At the same time, it is in Christ’s death and resurrection that we are truly cleansed from our sinfulness, for in His death and resurrection Christ took upon Himself the full weight of all human sin — past, present, and future — and made it to die with him, that we too might be dead to sin and risen in Christ, just as he later arose in glory.
And just as water and blood poured from our Lord’s pierced side, so too do we baptise with water, that all who share in baptism might have a share in due time in the life that is to come, which Christ’s resurrection has secured for His faithful.
Everything ties together in this one week, and as I have said this is an atomic expression of the whole of Christian year, and the whole of the Christian faith, and the way it ties together as well.

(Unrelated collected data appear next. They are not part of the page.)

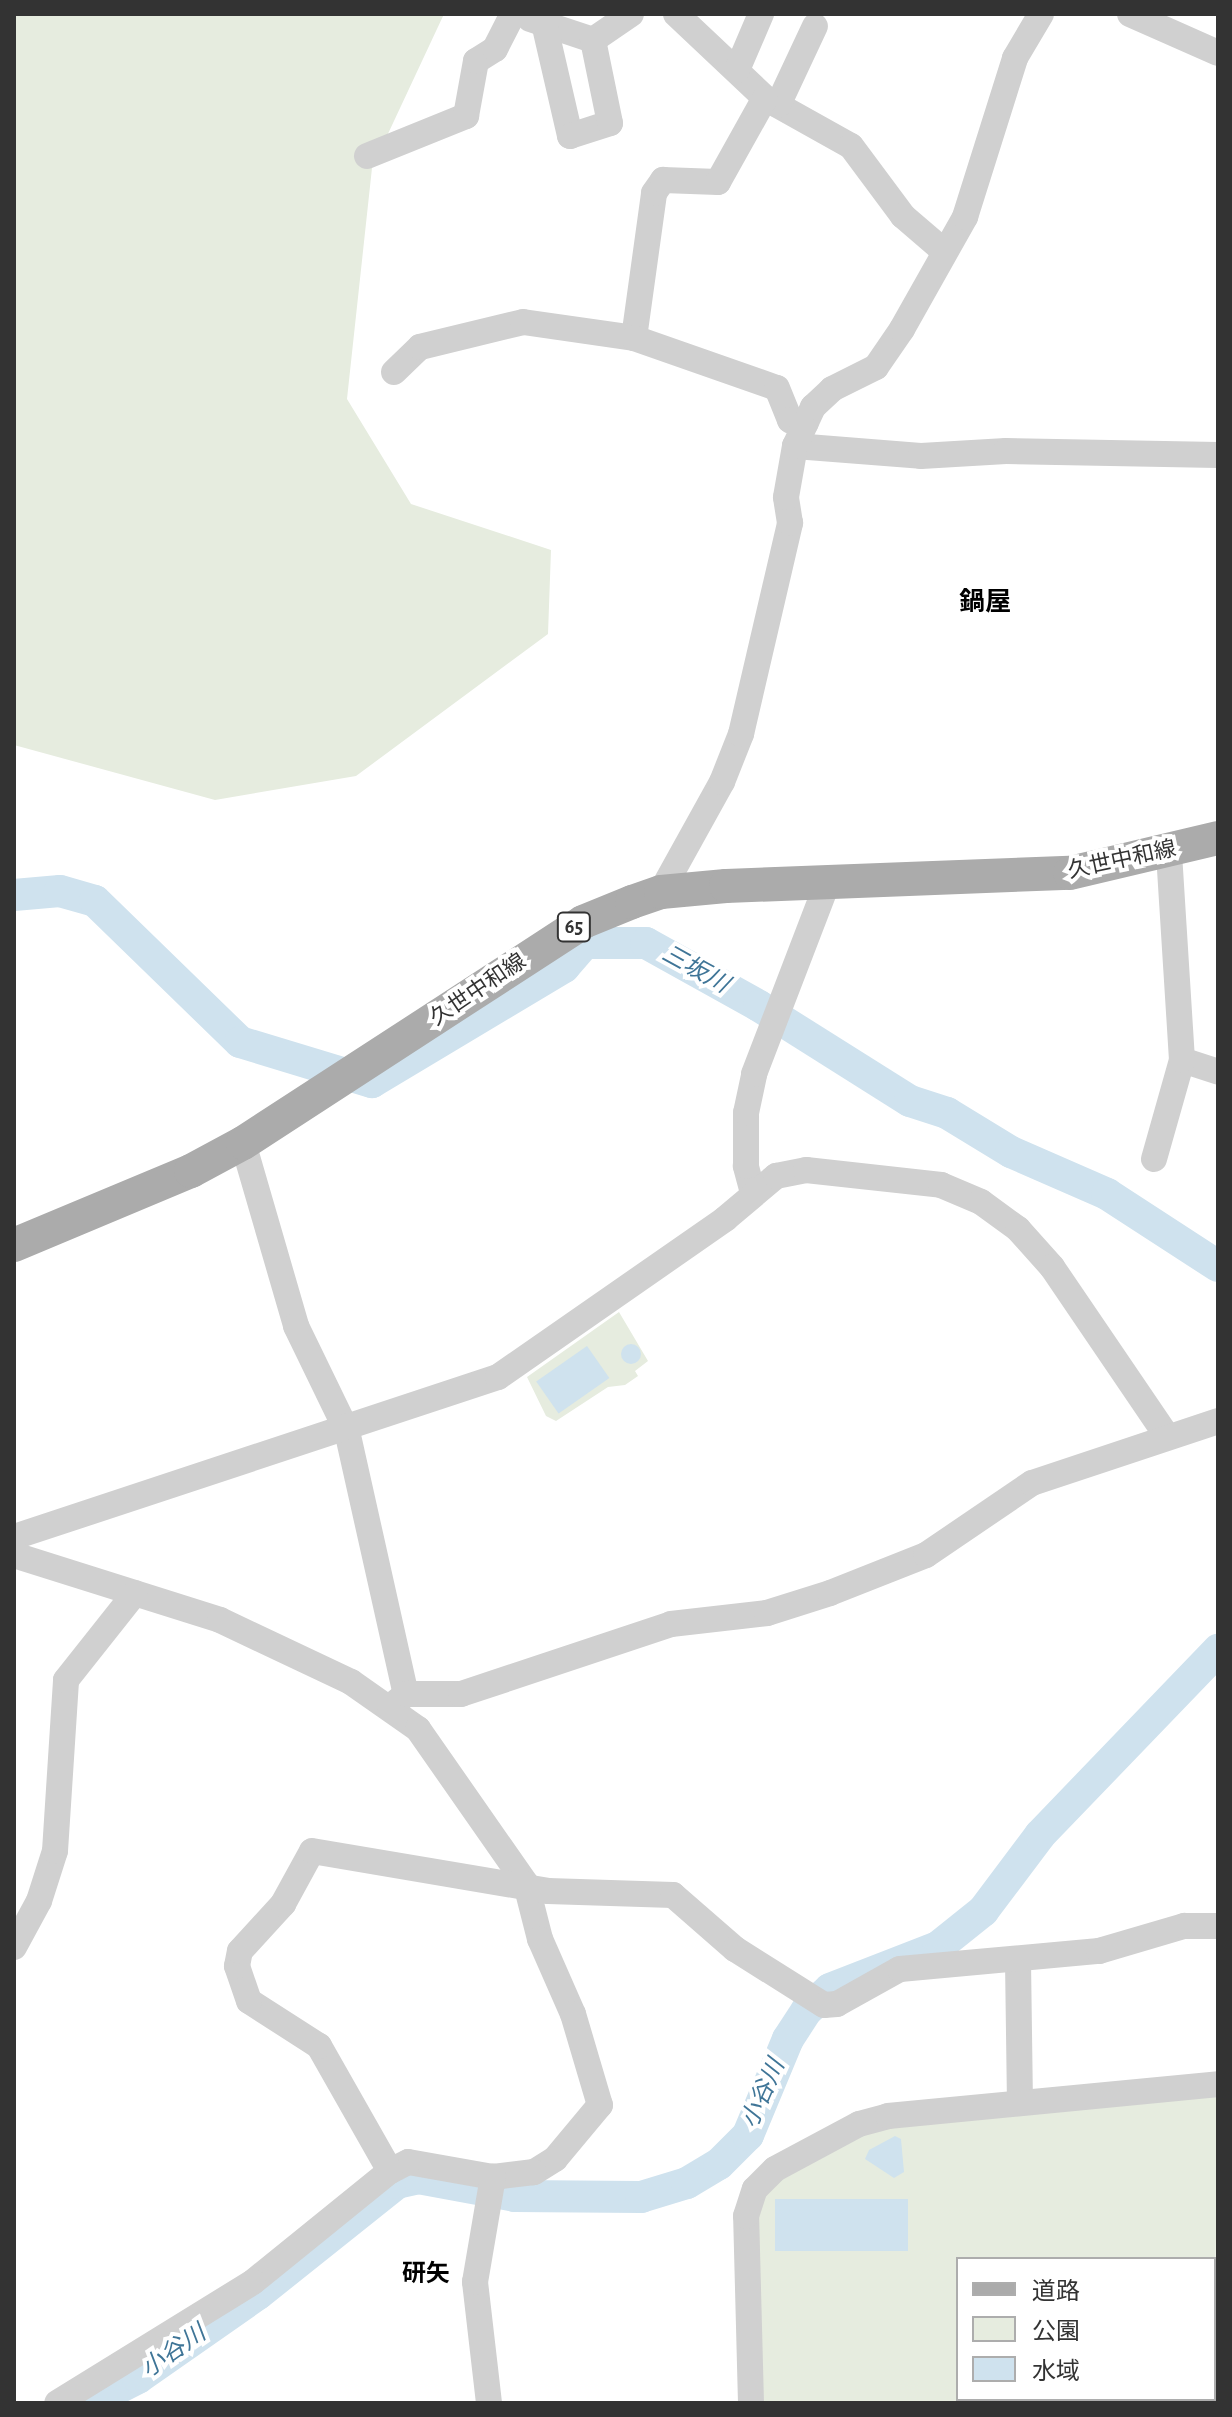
<!DOCTYPE html>
<meta charset="utf-8">
<style>
body{margin:0}
#map{position:relative;width:1232px;height:2417px;overflow:hidden;background:#fff;font-family:"Alegreya Sans","Noto Sans JP",sans-serif}
div>[style]{position:absolute}
.green>*{inset:0;background:#e6ecdf}
.water>*{inset:0;background:#cfe2ee;transform-origin:0 0}
.round{border-radius:50%}
.river>*{height:32px;margin:-16px;padding:0 16px;transform-origin:16px;border-radius:16px;background:#cfe2ee}
.minor>*{height:26px;margin:-13px;padding:0 13px;transform-origin:13px;border-radius:13px;background:#d0d0d0}
.major>*{height:34px;margin:-17px;padding:0 17px;transform-origin:17px;border-radius:17px;background:#ababab}
span{translate:-50% -50%;white-space:nowrap;text-align:center;line-height:1.15;-webkit-text-stroke:8px #fff;paint-order:stroke}
.shield-label span{padding:2px 6px;background:#fff;border:2px solid;border-radius:6px;-webkit-text-stroke-width:0}
.shield-label{font-size:20px;color:#333;font-weight:700}
.street-label{font-size:22px;color:#333}
.water-label{font-size:24px;color:#3f7597;font-style:italic}
.neighbourhood-label{font-size:24px;color:#000;font-weight:700}
.quarter-label{font-size:26px;color:#000;font-weight:700}
.frame{position:absolute;inset:0;border:16px solid #333;pointer-events:none}
.legend{position:absolute;left:956px;top:2257px;width:260px;height:144px;box-sizing:border-box;background:#fff;border:2px solid #adadad;margin:0;padding:10px 14px;list-style:none;font-size:24px;color:#333}
.legend li{display:flex;align-items:center;gap:16px;height:40px}
.legend b{width:40px;border:2px solid #adadad}
</style>
<div id="map">
<div class="green">
<i style="clip-path:polygon(14px 14px,444px 14px,372px 168px,347px 399px,411px 504px,551px 550px,548px 634px,356px 776px,215px 800px,14px 745px)"></i>
<i style="clip-path:polygon(619px 1312px,648px 1361px,635px 1371px,638px 1376px,625px 1385px,608px 1387px,556px 1421px,546px 1416px,527px 1377px)"></i>
<i style="clip-path:polygon(1218px 2092px,1214px 2387px,1214px 2259px,958px 2259px,958px 2399px,1210px 2399px,1209px 2403px,756px 2403px,757px 2218px,768px 2187px,869px 2128px)"></i>
</div>
<div class="water">
<i class="round" style="left:621px;top:1344px;width:20px;height:20px"></i>
<i style="left:587px;top:1346px;width:39px;height:62px;rotate:55deg"></i>
<i style="clip-path:polygon(895px 2136px,901px 2139px,904px 2172px,894px 2178px,865px 2159px,869px 2150px)"></i>
<i style="left:908px;top:2199px;width:52px;height:133px;rotate:90deg"></i>
</div>
<div class="river">
<i style="left:14px;top:895px;width:46px;rotate:-5deg"></i>
<i style="left:60px;top:891px;width:36px;rotate:16deg"></i>
<i style="left:95px;top:901px;width:202px;rotate:44.2deg"></i>
<i style="left:240px;top:1042px;width:138px;rotate:16.9deg"></i>
<i style="left:372px;top:1082px;width:224px;rotate:-30.9deg"></i>
<i style="left:564px;top:967px;width:32px;rotate:-49deg"></i>
<i style="left:585px;top:943px;width:61px"></i>
<i style="left:646px;top:943px;width:129px;rotate:29.1deg"></i>
<i style="left:759px;top:1006px;width:178px;rotate:32.2deg"></i>
<i style="left:910px;top:1101px;width:39px;rotate:18deg"></i>
<i style="left:947px;top:1113px;width:75px;rotate:31.4deg"></i>
<i style="left:1011px;top:1152px;width:105px;rotate:23.6deg"></i>
<i style="left:1107px;top:1194px;width:132px;rotate:33deg"></i>
<i style="left:89px;top:2403px;width:55px;rotate:-27deg"></i>
<i style="left:138px;top:2378px;width:146px;rotate:-35deg"></i>
<i style="left:258px;top:2294px;width:178px;rotate:-38.6deg"></i>
<i style="left:397px;top:2183px;width:22px;rotate:-13deg"></i>
<i style="left:418px;top:2178px;width:99px;rotate:10.5deg"></i>
<i style="left:515px;top:2196px;width:126px;rotate:0.5deg"></i>
<i style="left:641px;top:2197px;width:48px;rotate:-16.9deg"></i>
<i style="left:687px;top:2183px;width:37px;rotate:-31deg"></i>
<i style="left:719px;top:2164px;width:41px;rotate:-45deg"></i>
<i style="left:748px;top:2135px;width:104px;rotate:-67.4deg"></i>
<i style="left:788px;top:2039px;width:35px;rotate:-57deg"></i>
<i style="left:807px;top:2010px;width:31px;rotate:-42deg"></i>
<i style="left:830px;top:1989px;width:116px;rotate:-21.3deg"></i>
<i style="left:938px;top:1947px;width:58px;rotate:-38.7deg"></i>
<i style="left:983px;top:1911px;width:95px;rotate:-53.1deg"></i>
<i style="left:1040px;top:1835px;width:257px;rotate:-46.1deg"></i>
</div>
<div class="minor">
<i style="left:676px;top:14px;width:122px;rotate:43.3deg"></i>
<i style="left:765px;top:98px;width:98px;rotate:29.2deg"></i>
<i style="left:851px;top:146px;width:87px;rotate:53.4deg"></i>
<i style="left:903px;top:216px;width:55px;rotate:40.6deg"></i>
<i style="left:1130px;top:14px;width:96px;rotate:23.9deg"></i>
<i style="left:530px;top:19px;width:66px;rotate:18.4deg"></i>
<i style="left:593px;top:40px;width:46px;rotate:-34.4deg"></i>
<i style="left:544px;top:23px;width:116px;rotate:77deg"></i>
<i style="left:570px;top:136px;width:42px;rotate:-18deg"></i>
<i style="left:610px;top:123px;width:85px;rotate:-101.6deg"></i>
<i style="left:737px;top:70px;width:61px;rotate:-66.8deg"></i>
<i style="left:778px;top:105px;width:87px;rotate:-64.9deg"></i>
<i style="left:367px;top:156px;width:107px;rotate:-22deg"></i>
<i style="left:466px;top:116px;width:56px;rotate:-79.7deg"></i>
<i style="left:476px;top:61px;width:22px;rotate:-32deg"></i>
<i style="left:495px;top:49px;width:39px;rotate:-63deg"></i>
<i style="left:634px;top:338px;width:146px;rotate:-82.1deg"></i>
<i style="left:654px;top:193px;width:16px;rotate:-55deg"></i>
<i style="left:663px;top:180px;width:55px;rotate:2.1deg"></i>
<i style="left:718px;top:182px;width:96px;rotate:-60.8deg"></i>
<i style="left:394px;top:372px;width:36px;rotate:-44deg"></i>
<i style="left:420px;top:347px;width:106px;rotate:-13.6deg"></i>
<i style="left:523px;top:322px;width:112px;rotate:8.2deg"></i>
<i style="left:634px;top:338px;width:151px;rotate:19.3deg"></i>
<i style="left:777px;top:388px;width:35px;rotate:68deg"></i>
<i style="left:790px;top:420px;width:16px;rotate:11deg"></i>
<i style="left:795px;top:446px;width:126px;rotate:4.5deg"></i>
<i style="left:921px;top:456px;width:85px;rotate:-3.4deg"></i>
<i style="left:1006px;top:451px;width:212px;rotate:1.1deg"></i>
<i style="left:661px;top:892px;width:126px;rotate:-61deg"></i>
<i style="left:722px;top:782px;width:52px;rotate:-68.4deg"></i>
<i style="left:741px;top:734px;width:217px;rotate:-76.9deg"></i>
<i style="left:790px;top:523px;width:26px;rotate:-99deg"></i>
<i style="left:786px;top:497px;width:52px;rotate:-80deg"></i>
<i style="left:795px;top:446px;width:43px;rotate:-65.2deg"></i>
<i style="left:813px;top:407px;width:26px;rotate:-43deg"></i>
<i style="left:832px;top:389px;width:49px;rotate:-26.6deg"></i>
<i style="left:876px;top:367px;width:46px;rotate:-55.6deg"></i>
<i style="left:902px;top:329px;width:129px;rotate:-60.6deg"></i>
<i style="left:965px;top:217px;width:167px;rotate:-72.5deg"></i>
<i style="left:1015px;top:58px;width:51px;rotate:-59.4deg"></i>
<i style="left:1182px;top:1060px;width:38px;rotate:18deg"></i>
<i style="left:243px;top:1143px;width:191px;rotate:73.8deg"></i>
<i style="left:296px;top:1326px;width:117px;rotate:64.1deg"></i>
<i style="left:347px;top:1431px;width:270px;rotate:77.4deg"></i>
<i style="left:1154px;top:1159px;width:103px;rotate:-74.2deg"></i>
<i style="left:1182px;top:1060px;width:209px;rotate:-93.6deg"></i>
<i style="left:753px;top:1193px;width:28px;rotate:-105deg"></i>
<i style="left:746px;top:1166px;width:53px;rotate:-90deg"></i>
<i style="left:746px;top:1113px;width:40px;rotate:-78deg"></i>
<i style="left:754px;top:1074px;width:207px;rotate:-69deg"></i>
<i style="left:14px;top:1537px;width:510px;rotate:-18.29deg"></i>
<i style="left:498px;top:1377px;width:277px;rotate:-34.8deg"></i>
<i style="left:725px;top:1219px;width:67px;rotate:-40.1deg"></i>
<i style="left:776px;top:1176px;width:31px;rotate:-11deg"></i>
<i style="left:806px;top:1170px;width:136px;rotate:6.3deg"></i>
<i style="left:941px;top:1185px;width:43px;rotate:23deg"></i>
<i style="left:981px;top:1202px;width:46px;rotate:36.1deg"></i>
<i style="left:1018px;top:1229px;width:51px;rotate:48.2deg"></i>
<i style="left:1052px;top:1267px;width:203px;rotate:55.8deg"></i>
<i style="left:14px;top:1555px;width:216px;rotate:17.5deg"></i>
<i style="left:220px;top:1620px;width:145px;rotate:25.3deg"></i>
<i style="left:351px;top:1682px;width:82px;rotate:35deg"></i>
<i style="left:418px;top:1729px;width:189px;rotate:55.1deg"></i>
<i style="left:526px;top:1884px;width:57px;rotate:75.7deg"></i>
<i style="left:540px;top:1939px;width:82px;rotate:66.3deg"></i>
<i style="left:573px;top:2014px;width:95px;rotate:73.5deg"></i>
<i style="left:600px;top:2105px;width:70px;rotate:129.8deg"></i>
<i style="left:555px;top:2159px;width:25px;rotate:148deg"></i>
<i style="left:534px;top:2172px;width:41px;rotate:173deg"></i>
<i style="left:493px;top:2177px;width:86px;rotate:-170deg"></i>
<i style="left:408px;top:2162px;width:20px;rotate:153deg"></i>
<i style="left:390px;top:2171px;width:176px;rotate:141deg"></i>
<i style="left:253px;top:2282px;width:230px;rotate:148.3deg"></i>
<i style="left:390px;top:1707px;width:21px;rotate:-39deg"></i>
<i style="left:406px;top:1694px;width:55px"></i>
<i style="left:461px;top:1694px;width:221px;rotate:-18.4deg"></i>
<i style="left:671px;top:1624px;width:97px;rotate:-6.5deg"></i>
<i style="left:767px;top:1613px;width:66px;rotate:-17.6deg"></i>
<i style="left:830px;top:1593px;width:103px;rotate:-21.6deg"></i>
<i style="left:926px;top:1555px;width:128px;rotate:-34.2deg"></i>
<i style="left:1032px;top:1483px;width:196px;rotate:-18.4deg"></i>
<i style="left:14px;top:1947px;width:52px;rotate:-61.5deg"></i>
<i style="left:39px;top:1901px;width:52px;rotate:-72.3deg"></i>
<i style="left:55px;top:1851px;width:171px;rotate:-86.3deg"></i>
<i style="left:66px;top:1680px;width:111px;rotate:-51.6deg"></i>
<i style="left:1018px;top:1961px;width:142px;rotate:89.2deg"></i>
<i style="left:390px;top:2171px;width:144px;rotate:-119.6deg"></i>
<i style="left:319px;top:2046px;width:83px;rotate:-147.3deg"></i>
<i style="left:249px;top:2001px;width:37px;rotate:-109deg"></i>
<i style="left:237px;top:1966px;width:15px;rotate:-79deg"></i>
<i style="left:240px;top:1951px;width:64px;rotate:-47.5deg"></i>
<i style="left:283px;top:1904px;width:60px;rotate:-61.3deg"></i>
<i style="left:312px;top:1851px;width:239px;rotate:9.6deg"></i>
<i style="left:548px;top:1891px;width:125px;rotate:1.8deg"></i>
<i style="left:673px;top:1895px;width:82px;rotate:41.1deg"></i>
<i style="left:735px;top:1949px;width:105px;rotate:32.2deg"></i>
<i style="left:824px;top:2005px;width:13px;rotate:-4deg"></i>
<i style="left:837px;top:2004px;width:72px;rotate:-29.1deg"></i>
<i style="left:900px;top:1969px;width:200px;rotate:-5.2deg"></i>
<i style="left:1099px;top:1951px;width:89px;rotate:-16.4deg"></i>
<i style="left:1184px;top:1926px;width:34px"></i>
<i style="left:1214px;top:2399px;width:12px;rotate:-70deg"></i>
<i style="left:489px;top:2403px;width:122px;rotate:-96.6deg"></i>
<i style="left:475px;top:2282px;width:107px;rotate:-80.3deg"></i>
<i style="left:751px;top:2403px;width:187px;rotate:-91.5deg"></i>
<i style="left:746px;top:2216px;width:28px;rotate:-72deg"></i>
<i style="left:755px;top:2189px;width:28px;rotate:-45deg"></i>
<i style="left:775px;top:2169px;width:95px;rotate:-28.2deg"></i>
<i style="left:859px;top:2124px;width:30px;rotate:-15deg"></i>
<i style="left:888px;top:2116px;width:332px;rotate:-5.5deg"></i>
</div>
<div class="major">
<i style="left:14px;top:1245px;width:192px;rotate:-22.7deg"></i>
<i style="left:191px;top:1171px;width:59px;rotate:-28.3deg"></i>
<i style="left:243px;top:1143px;width:406px;rotate:-33deg"></i>
<i style="left:583px;top:922px;width:53px;rotate:-22.2deg"></i>
<i style="left:632px;top:902px;width:31px;rotate:-19deg"></i>
<i style="left:661px;top:892px;width:65px;rotate:-5.3deg"></i>
<i style="left:726px;top:886px;width:344px;rotate:-2.2deg"></i>
<i style="left:1070px;top:873px;width:152px;rotate:-13.3deg"></i>
</div>
<div class="shield-label">
<span style="left:574px;top:927px">65</span>
</div>
<div class="street-label">
<span style="left:1122px;top:860px;rotate:-12deg">久世中和線</span>
<span style="left:478px;top:990px;rotate:-34deg">久世中和線</span>
</div>
<div class="water-label">
<span style="left:695px;top:970px;rotate:29deg">三坂川</span>
<span style="left:764px;top:2094px;rotate:-66deg">小谷川</span>
<span style="left:174px;top:2352px;rotate:-35deg">小谷川</span>
</div>
<div class="neighbourhood-label">
<span style="left:426px;top:2275px">研矢</span>
</div>
<div class="quarter-label">
<span style="left:985px;top:603px">鍋屋</span>
</div>
<div class="frame"></div>
<ul class="legend">
<li><b style="height:10px;background:#ababab"></b>道路</li>
<li><b style="height:22px;background:#e6ecdf"></b>公園</li>
<li><b style="height:22px;background:#cfe2ee"></b>水域</li>
</ul>
</div>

I’ve had People, Look East stuck in my head all day, and it is such a fitting tune for this night and the time prior to the Vigil Mass, as much as it is fitting to the spirit of anticipation and excitement for the return of the Lord that permeates this evening. Because just as at Advent we look again for the coming of the Lord as we remember His birth, so too do we look for the coming of the Lord as we wait breathlessly for His rising from the dead.
And indeed, in His rising from the dead, he completes the meaning and purpose of His birth and the anticipatory spirit of Advent, for it is by His death that he achieved what He was born to achieve. “For this I was born,” Christ told Pilate, and indeed for this He was born — to save.